§ **TO DO**: Check every line below for the string "canvas". Copy the ones that have it.

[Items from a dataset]
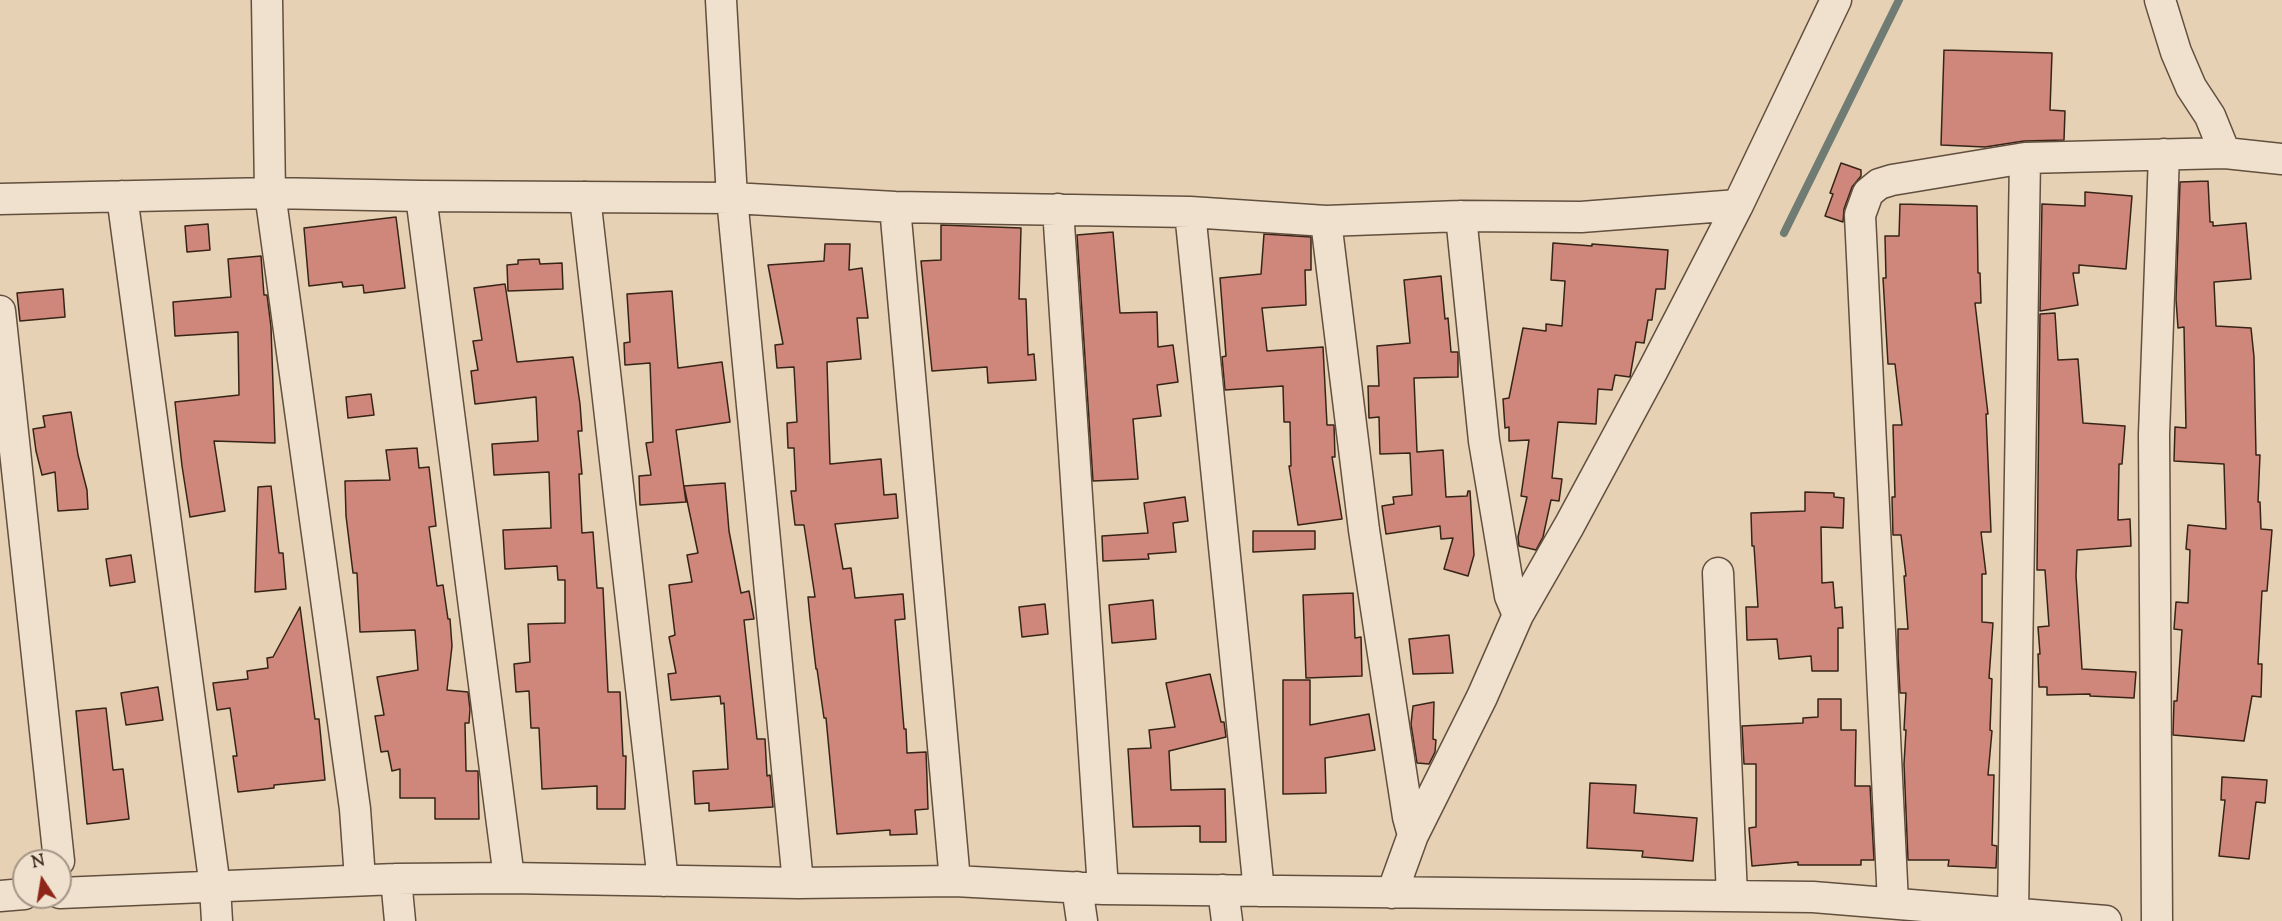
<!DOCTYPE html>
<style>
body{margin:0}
#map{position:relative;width:2282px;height:921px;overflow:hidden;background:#e6d1b4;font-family:"Sorts Mill Goudy",serif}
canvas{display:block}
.north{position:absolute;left:12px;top:849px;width:60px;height:60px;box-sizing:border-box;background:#efe1ce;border:2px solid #a59585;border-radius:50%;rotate:348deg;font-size:16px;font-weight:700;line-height:24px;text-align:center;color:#362417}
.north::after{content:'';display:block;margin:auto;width:21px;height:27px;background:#8f2418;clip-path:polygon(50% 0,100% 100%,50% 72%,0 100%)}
</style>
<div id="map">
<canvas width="2282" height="921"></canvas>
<div class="north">N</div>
</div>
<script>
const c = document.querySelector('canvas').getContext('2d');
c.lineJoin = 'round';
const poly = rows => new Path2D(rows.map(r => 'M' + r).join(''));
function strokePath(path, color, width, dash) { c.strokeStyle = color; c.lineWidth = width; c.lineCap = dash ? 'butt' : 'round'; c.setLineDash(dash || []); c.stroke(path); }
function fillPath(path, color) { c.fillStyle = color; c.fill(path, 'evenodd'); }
strokePath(poly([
 [1784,233,1899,0]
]), '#707c73', 8);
const building = poly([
 [1944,50,2052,53,2050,110,2065,111,2064,140,2024,141,1985,147,1941,145,1944,50],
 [1841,163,1861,170,1861,176,1852,187,1844,209,1843,222,1825,216,1833,194,1830,193,1841,163],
 [2208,181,2210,222,2213,222,2213,226,2246,223,2251,279,2214,282,2216,326,2251,328,2254,357,2256,455,2260,455,2258,502,2260,502,2261,529,2272,530,2267,591,2262,591,2258,664,2262,664,2261,697,2252,696,2244,741,2173,735,2174,701,2177,701,2182,630,2174,629,2176,602,2188,603,2190,550,2186,549,2188,525,2226,529,2224,464,2174,461,2175,427,2186,428,2184,327,2178,328,2176,299,2180,182,2208,181],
 [2085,192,2132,196,2126,269,2079,265,2079,273,2073,273,2078,305,2040,311,2042,204,2085,206,2085,192],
 [1900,204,1977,206,1978,273,1980,273,1981,303,1975,303,1988,414,1986,414,1991,532,1981,532,1986,574,1982,574,1982,622,1993,623,1989,678,1992,679,1990,730,1992,731,1988,775,1994,775,1992,845,1997,846,1996,868,1948,866,1949,860,1908,860,1904,764,1906,730,1904,730,1906,693,1900,693,1898,655,1898,629,1908,629,1904,576,1906,576,1901,535,1893,535,1892,497,1895,497,1893,425,1902,425,1895,364,1888,364,1883,278,1886,278,1885,236,1899,236,1900,204],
 [396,217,405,288,364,293,363,285,343,287,342,282,309,286,304,228,396,217],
 [208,224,210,250,187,252,185,226,208,224],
 [941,225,1021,228,1019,299,1026,299,1028,355,1034,354,1036,380,988,383,987,367,932,371,921,261,941,260,941,225],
 [1113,232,1120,313,1157,312,1158,347,1173,345,1178,382,1157,385,1161,416,1133,419,1138,479,1093,481,1077,235,1113,232],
 [1264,234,1311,237,1311,270,1305,270,1306,305,1262,308,1267,351,1323,347,1327,425,1334,425,1335,457,1332,457,1342,519,1298,525,1289,466,1291,466,1290,422,1284,422,1283,386,1225,390,1222,357,1226,356,1220,278,1261,274,1264,234],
 [1553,243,1592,246,1592,244,1668,250,1665,289,1656,289,1652,320,1648,320,1644,343,1636,342,1630,377,1615,375,1612,390,1598,389,1596,424,1558,422,1552,478,1562,479,1559,501,1551,500,1543,537,1536,550,1519,546,1518,537,1527,497,1521,496,1529,440,1509,441,1509,427,1505,428,1503,399,1509,398,1523,328,1546,331,1546,324,1562,326,1565,281,1551,280,1553,243],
 [825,244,850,244,849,270,862,268,868,318,857,318,861,359,827,362,830,464,881,459,884,495,896,494,898,518,835,524,843,569,851,568,855,598,903,594,905,619,895,620,904,729,906,729,907,753,926,752,927,778,928,809,915,810,917,834,890,835,890,830,837,834,826,718,824,718,817,669,816,669,810,618,808,597,815,597,804,525,795,525,791,491,796,491,794,448,788,448,787,423,797,422,794,367,777,368,775,345,783,344,768,265,824,261,825,244],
 [261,256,264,295,267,295,271,327,275,443,214,441,225,511,190,517,182,466,175,402,239,395,238,332,175,336,173,302,231,297,228,259,261,256],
 [539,259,540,264,562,263,563,289,508,291,507,265,518,264,518,260,539,259],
 [1441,276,1445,319,1448,318,1451,352,1458,352,1458,377,1414,378,1417,452,1443,450,1446,497,1467,496,1468,491,1470,491,1474,555,1468,576,1444,569,1453,538,1441,539,1440,526,1386,534,1382,506,1394,504,1393,497,1412,495,1410,453,1380,454,1379,417,1369,418,1368,386,1379,386,1377,346,1410,343,1404,280,1441,276],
 [505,284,517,362,573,357,580,404,582,431,578,431,582,474,579,474,582,533,593,532,597,588,603,588,608,692,620,692,623,756,626,756,625,809,597,809,597,786,542,789,539,728,531,728,529,691,516,692,514,664,530,662,528,624,565,623,565,580,558,580,557,566,505,569,503,530,551,528,549,472,494,475,492,444,538,441,536,397,475,404,471,371,478,370,473,341,482,340,474,288,505,284],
 [63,289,65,317,20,321,17,293,63,289],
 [672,291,678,368,722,362,730,422,676,430,686,502,640,505,639,476,651,475,646,443,653,442,650,363,625,365,624,343,630,342,627,294,672,291],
 [2055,313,2058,360,2078,359,2083,423,2125,426,2122,464,2119,464,2118,520,2130,519,2131,546,2077,550,2076,576,2082,669,2136,672,2134,698,2090,696,2090,694,2047,695,2047,687,2039,687,2038,654,2040,654,2038,627,2049,626,2045,570,2037,570,2040,314,2055,313],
 [371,394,374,415,348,418,346,397,371,394],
 [71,412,78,455,87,490,88,509,58,511,55,472,42,475,36,451,33,429,45,427,43,416,71,412],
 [417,448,419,468,429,467,436,526,429,527,437,586,443,585,448,619,450,619,452,646,447,690,468,692,470,709,469,723,465,723,466,771,478,771,479,819,435,819,435,798,400,798,400,769,392,771,388,751,381,752,375,716,384,715,377,677,418,670,415,630,360,632,357,573,353,573,346,516,345,481,390,480,386,450,417,448],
 [725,483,729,531,741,593,749,591,754,619,744,620,757,739,765,739,767,776,770,775,773,807,709,811,709,803,695,804,693,771,728,769,724,703,721,704,720,696,671,700,668,674,676,673,669,637,675,635,669,585,692,582,687,555,698,553,684,486,725,483],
 [271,486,279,553,283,553,286,589,255,592,258,487,271,486],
 [1805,492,1834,493,1834,497,1844,498,1843,528,1821,527,1822,583,1833,582,1835,608,1842,607,1843,628,1838,628,1838,671,1812,671,1811,656,1779,659,1777,639,1747,640,1746,607,1758,607,1754,546,1752,546,1751,513,1805,511,1805,492],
 [1185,497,1188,521,1173,523,1176,552,1148,554,1149,559,1103,561,1102,536,1148,533,1144,503,1185,497],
 [1253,531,1315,531,1315,549,1253,552,1253,531],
 [131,555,135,582,110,586,106,559,131,555],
 [1353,593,1355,638,1361,637,1362,676,1306,678,1303,595,1353,593],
 [1153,600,1156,639,1112,643,1109,605,1153,600],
 [1045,604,1048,634,1022,637,1019,607,1045,604],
 [300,607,315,719,319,719,325,780,274,785,274,788,238,792,233,756,237,756,230,708,217,710,213,683,248,679,247,671,268,668,267,658,273,657,300,607],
 [1449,635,1453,673,1413,674,1409,639,1449,635],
 [1210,674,1221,722,1224,722,1226,737,1169,751,1171,790,1225,789,1226,842,1200,842,1200,826,1133,827,1128,749,1151,748,1149,730,1175,727,1166,683,1210,674],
 [1283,680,1310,680,1310,725,1369,714,1375,750,1325,758,1326,793,1283,794,1283,680],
 [158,687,163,720,126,725,121,693,158,687],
 [1818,699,1841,699,1841,730,1856,730,1855,786,1870,786,1874,860,1861,860,1861,865,1798,865,1798,862,1752,866,1749,828,1756,827,1756,764,1744,764,1742,726,1803,723,1803,718,1818,717,1818,699],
 [1434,702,1433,739,1436,740,1435,752,1429,764,1417,763,1411,724,1413,706,1434,702],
 [106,708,113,770,123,769,129,819,87,824,76,711,106,708],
 [2222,777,2267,780,2265,803,2256,802,2249,859,2219,856,2225,800,2221,800,2222,777],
 [1590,783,1636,785,1634,813,1697,818,1693,861,1642,857,1643,851,1587,848,1590,783]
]);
fillPath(building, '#cf877c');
strokePath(building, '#362417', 1.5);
const minor = poly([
 [267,0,270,193,355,809,360,879],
 [721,0,732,198,798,883],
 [2160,0,2176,52,2191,87,2210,116,2225,153],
 [122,196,215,887,217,921],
 [421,196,509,878],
 [585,197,663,881],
 [0,199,270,193,421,196,732,198,895,207,1190,212,1326,221,1461,216,1581,217,1738,205],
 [895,207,955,881],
 [1058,209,1103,889],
 [1190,212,1259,891],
 [1461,216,1484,441,1510,596,1518,615],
 [1326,221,1364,530,1408,817,1413,835],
 [0,311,59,861],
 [1718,573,1732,896],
 [396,879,400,921],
 [1077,887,1082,921],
 [1223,890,1227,921],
 [60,893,396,879,509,878,798,883,955,881,1103,889,1813,897,2106,921],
 [1392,893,1413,835,1482,697,1518,615,1569,526,1653,370,1738,205,1836,0],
 [0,896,24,894],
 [1893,903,1860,215,1868,193,1879,184,1892,180,2025,158,2225,153,2282,159],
 [2013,913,2025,158],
 [2157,921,2154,434,2164,154]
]);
strokePath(minor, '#624f3e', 33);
strokePath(minor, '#efe1ce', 30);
</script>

§ **WRITTEN RESPONSE**:
canvas{display:block}
<canvas width="2282" height="921"></canvas>
const c = document.querySelector('canvas').getContext('2d');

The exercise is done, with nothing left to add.